CD4+ T cell enumeration is used to determine eligibility for antiretroviral therapy (ART) and to monitor the immune status of HIV-positive patients; however, many patients do not have access to this essential diagnostic test. Introducing point of care (POC) testing may improve access. We have evaluated Alere’s PIMA™, one such POC device, against conventional CD4+ testing platforms to determine its performance and validity for use in Kenya. In our hands, Alere PIMA™ had a coefficient of variability of 10.3% and of repeatability of 175.6 cells/µl. It differed from both the BD FACSCalibur™ (r2 = 0.762, mean bias −64.8 cells/µl), and the BD FACSCount™ (r2 = 0.874, mean bias 7.8 cells/µl).
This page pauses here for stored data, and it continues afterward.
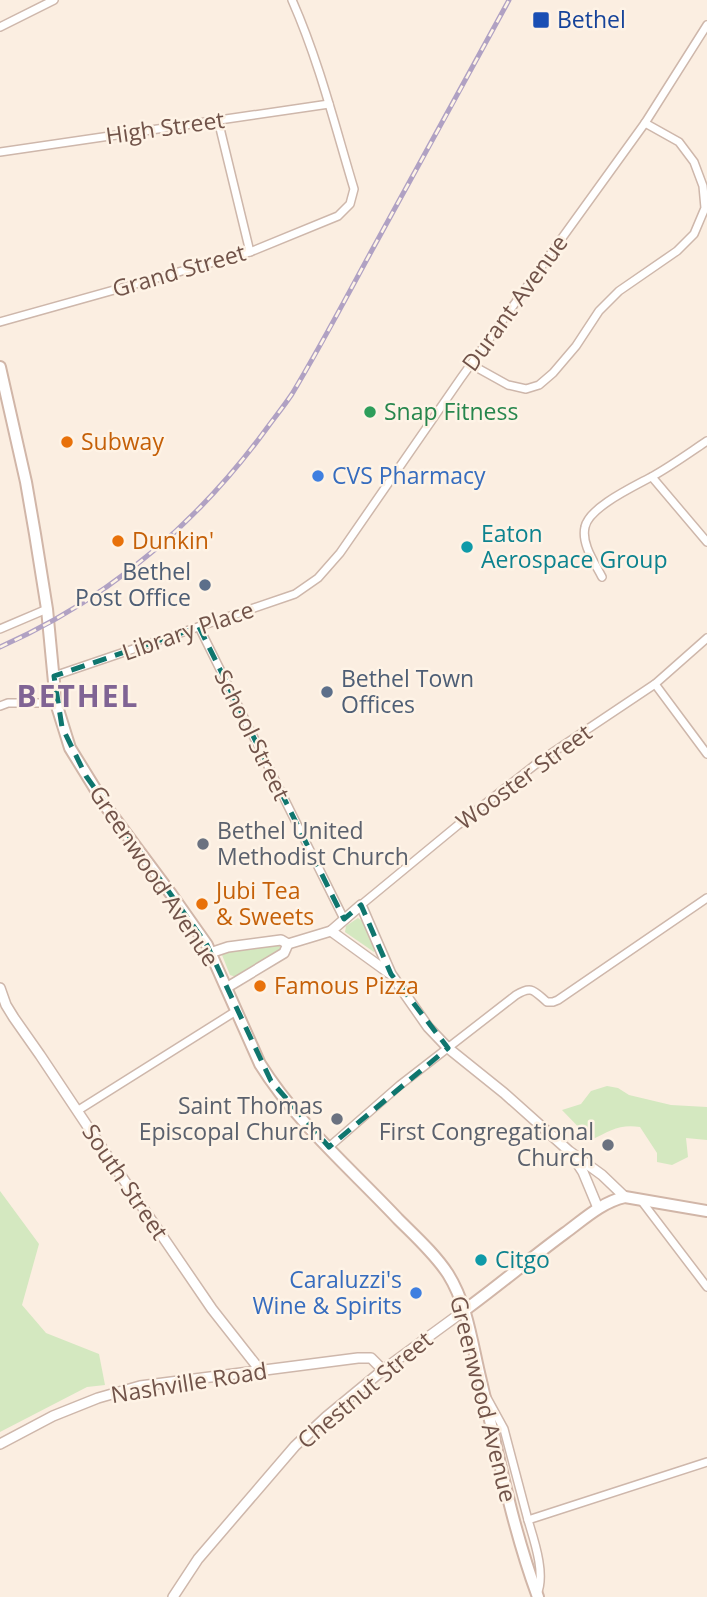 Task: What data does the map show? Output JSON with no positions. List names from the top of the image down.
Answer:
{
  "streets": {
    "main road": ["Greenwood Avenue", "Chestnut Street"],
    "street": [
      "High Street",
      "Grand Street",
      "Durant Avenue",
      "Library Place",
      "School Street",
      "Wooster Street",
      "South Street",
      "Nashville Road"
    ]
  },
  "crossings": [
    ["High Street", "Grand Street"],
    ["Durant Avenue", "Library Place"],
    ["Library Place", "School Street"],
    ["Library Place", "Greenwood Avenue"],
    ["School Street", "Wooster Street"],
    ["Greenwood Avenue", "Chestnut Street"],
    ["South Street", "Nashville Road"],
    ["Nashville Road", "Chestnut Street"]
  ],
  "districts": ["BETHEL"],
  "places": {
    "transit": ["Bethel"],
    "other": [
      "Snap Fitness",
      "Subway",
      "CVS Pharmacy",
      "Dunkin'",
      "Eaton Aerospace Group",
      "Bethel Post Office",
      "Bethel Town Offices",
      "Bethel United Methodist Church",
      "Jubi Tea & Sweets",
      "Famous Pizza",
      "Saint Thomas Episcopal Church",
      "First Congregational Church",
      "Citgo",
      "Caraluzzi's Wine & Spirits"
    ]
  }
}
When compared to the FACSCalibur™ at a cutoff of 350 cells/µl, it had a sensitivity of 89.6% and a specificity of 86.7% in those aged 5 years and over (Kw = 0.7566). With the BD FACSCount™, it had a sensitivity of 79.4% and a specificity of 83.4% in those aged 5 years and over (Kw = 0.7790). The device also differed from PARTEC Cyflow™ (r2 = 0.781, mean bias −24.2 cells/µl) and GUAVA™ (r2 = 0.658, mean bias −0.3 cells/µl) platforms, which are used in some facilities in Kenya. We conclude that with refinement, Alere PIMA™ technology has potential benefits for HIV-positive patients. This study highlights the difficulty in selecting the most appropriate reference technology for technical evaluations.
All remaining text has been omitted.